Material shown:
━━━━━━

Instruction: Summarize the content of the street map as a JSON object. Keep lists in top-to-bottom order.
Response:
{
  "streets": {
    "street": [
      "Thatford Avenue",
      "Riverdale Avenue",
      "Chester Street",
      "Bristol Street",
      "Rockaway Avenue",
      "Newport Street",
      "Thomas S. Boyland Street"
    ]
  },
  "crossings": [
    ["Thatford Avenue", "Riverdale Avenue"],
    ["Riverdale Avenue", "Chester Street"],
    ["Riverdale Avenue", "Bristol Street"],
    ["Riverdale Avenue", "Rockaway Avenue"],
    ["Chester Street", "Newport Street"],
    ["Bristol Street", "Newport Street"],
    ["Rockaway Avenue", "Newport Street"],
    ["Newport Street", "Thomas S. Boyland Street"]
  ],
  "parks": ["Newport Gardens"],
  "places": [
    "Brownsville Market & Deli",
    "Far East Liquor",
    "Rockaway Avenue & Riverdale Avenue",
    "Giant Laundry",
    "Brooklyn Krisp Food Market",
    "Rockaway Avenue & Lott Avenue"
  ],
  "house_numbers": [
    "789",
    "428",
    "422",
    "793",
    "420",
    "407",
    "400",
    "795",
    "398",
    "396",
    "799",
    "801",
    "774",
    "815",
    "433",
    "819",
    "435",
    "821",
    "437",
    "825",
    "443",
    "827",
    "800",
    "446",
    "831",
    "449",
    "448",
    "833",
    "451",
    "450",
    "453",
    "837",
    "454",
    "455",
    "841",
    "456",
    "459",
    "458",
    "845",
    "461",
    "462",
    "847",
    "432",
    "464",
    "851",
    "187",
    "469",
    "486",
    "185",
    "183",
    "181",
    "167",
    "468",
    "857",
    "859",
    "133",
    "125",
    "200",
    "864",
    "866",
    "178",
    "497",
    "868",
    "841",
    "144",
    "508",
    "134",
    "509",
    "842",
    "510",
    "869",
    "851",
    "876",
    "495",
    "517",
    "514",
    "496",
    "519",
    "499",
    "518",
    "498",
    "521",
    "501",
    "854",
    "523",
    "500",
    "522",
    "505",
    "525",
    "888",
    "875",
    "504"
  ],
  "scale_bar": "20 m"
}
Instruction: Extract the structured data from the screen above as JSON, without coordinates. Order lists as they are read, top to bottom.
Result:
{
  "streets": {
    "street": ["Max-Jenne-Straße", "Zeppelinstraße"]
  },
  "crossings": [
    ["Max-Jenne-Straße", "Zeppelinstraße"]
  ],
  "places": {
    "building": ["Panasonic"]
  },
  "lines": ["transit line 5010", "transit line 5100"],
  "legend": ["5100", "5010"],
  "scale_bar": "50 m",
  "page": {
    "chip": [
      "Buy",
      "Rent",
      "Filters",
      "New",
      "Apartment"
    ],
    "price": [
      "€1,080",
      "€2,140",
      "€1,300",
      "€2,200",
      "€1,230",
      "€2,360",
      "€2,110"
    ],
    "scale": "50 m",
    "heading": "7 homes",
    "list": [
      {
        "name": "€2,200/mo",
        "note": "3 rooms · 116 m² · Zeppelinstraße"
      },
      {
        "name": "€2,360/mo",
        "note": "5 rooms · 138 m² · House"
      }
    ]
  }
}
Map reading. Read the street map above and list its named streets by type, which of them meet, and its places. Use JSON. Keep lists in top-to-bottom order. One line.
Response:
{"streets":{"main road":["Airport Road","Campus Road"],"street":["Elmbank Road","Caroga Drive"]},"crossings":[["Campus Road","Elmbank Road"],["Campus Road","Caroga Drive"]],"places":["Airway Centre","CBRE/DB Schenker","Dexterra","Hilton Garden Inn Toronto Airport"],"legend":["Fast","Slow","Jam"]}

━━━━━━

Task description:
The response must reproduce the whole listing exactly.

Exercise result:
Instruction: Summarize the content of the street map as a JSON object. Keep lists in top-to-bottom order.
Response:
{
  "streets": {
    "street": [
      "Thatford Avenue",
      "Riverdale Avenue",
      "Chester Street",
      "Bristol Street",
      "Rockaway Avenue",
      "Newport Street",
      "Thomas S. Boyland Street"
    ]
  },
  "crossings": [
    ["Thatford Avenue", "Riverdale Avenue"],
    ["Riverdale Avenue", "Chester Street"],
    ["Riverdale Avenue", "Bristol Street"],
    ["Riverdale Avenue", "Rockaway Avenue"],
    ["Chester Street", "Newport Street"],
    ["Bristol Street", "Newport Street"],
    ["Rockaway Avenue", "Newport Street"],
    ["Newport Street", "Thomas S. Boyland Street"]
  ],
  "parks": ["Newport Gardens"],
  "places": [
    "Brownsville Market & Deli",
    "Far East Liquor",
    "Rockaway Avenue & Riverdale Avenue",
    "Giant Laundry",
    "Brooklyn Krisp Food Market",
    "Rockaway Avenue & Lott Avenue"
  ],
  "house_numbers": [
    "789",
    "428",
    "422",
    "793",
    "420",
    "407",
    "400",
    "795",
    "398",
    "396",
    "799",
    "801",
    "774",
    "815",
    "433",
    "819",
    "435",
    "821",
    "437",
    "825",
    "443",
    "827",
    "800",
    "446",
    "831",
    "449",
    "448",
    "833",
    "451",
    "450",
    "453",
    "837",
    "454",
    "455",
    "841",
    "456",
    "459",
    "458",
    "845",
    "461",
    "462",
    "847",
    "432",
    "464",
    "851",
    "187",
    "469",
    "486",
    "185",
    "183",
    "181",
    "167",
    "468",
    "857",
    "859",
    "133",
    "125",
    "200",
    "864",
    "866",
    "178",
    "497",
    "868",
    "841",
    "144",
    "508",
    "134",
    "509",
    "842",
    "510",
    "869",
    "851",
    "876",
    "495",
    "517",
    "514",
    "496",
    "519",
    "499",
    "518",
    "498",
    "521",
    "501",
    "854",
    "523",
    "500",
    "522",
    "505",
    "525",
    "888",
    "875",
    "504"
  ],
  "scale_bar": "20 m"
}
Instruction: Extract the structured data from the screen above as JSON, without coordinates. Order lists as they are read, top to bottom.
Result:
{
  "streets": {
    "street": ["Max-Jenne-Straße", "Zeppelinstraße"]
  },
  "crossings": [
    ["Max-Jenne-Straße", "Zeppelinstraße"]
  ],
  "places": {
    "building": ["Panasonic"]
  },
  "lines": ["transit line 5010", "transit line 5100"],
  "legend": ["5100", "5010"],
  "scale_bar": "50 m",
  "page": {
    "chip": [
      "Buy",
      "Rent",
      "Filters",
      "New",
      "Apartment"
    ],
    "price": [
      "€1,080",
      "€2,140",
      "€1,300",
      "€2,200",
      "€1,230",
      "€2,360",
      "€2,110"
    ],
    "scale": "50 m",
    "heading": "7 homes",
    "list": [
      {
        "name": "€2,200/mo",
        "note": "3 rooms · 116 m² · Zeppelinstraße"
      },
      {
        "name": "€2,360/mo",
        "note": "5 rooms · 138 m² · House"
      }
    ]
  }
}
Map reading. Read the street map above and list its named streets by type, which of them meet, and its places. Use JSON. Keep lists in top-to-bottom order. One line.
Response:
{"streets":{"main road":["Airport Road","Campus Road"],"street":["Elmbank Road","Caroga Drive"]},"crossings":[["Campus Road","Elmbank Road"],["Campus Road","Caroga Drive"]],"places":["Airway Centre","CBRE/DB Schenker","Dexterra","Hilton Garden Inn Toronto Airport"],"legend":["Fast","Slow","Jam"]}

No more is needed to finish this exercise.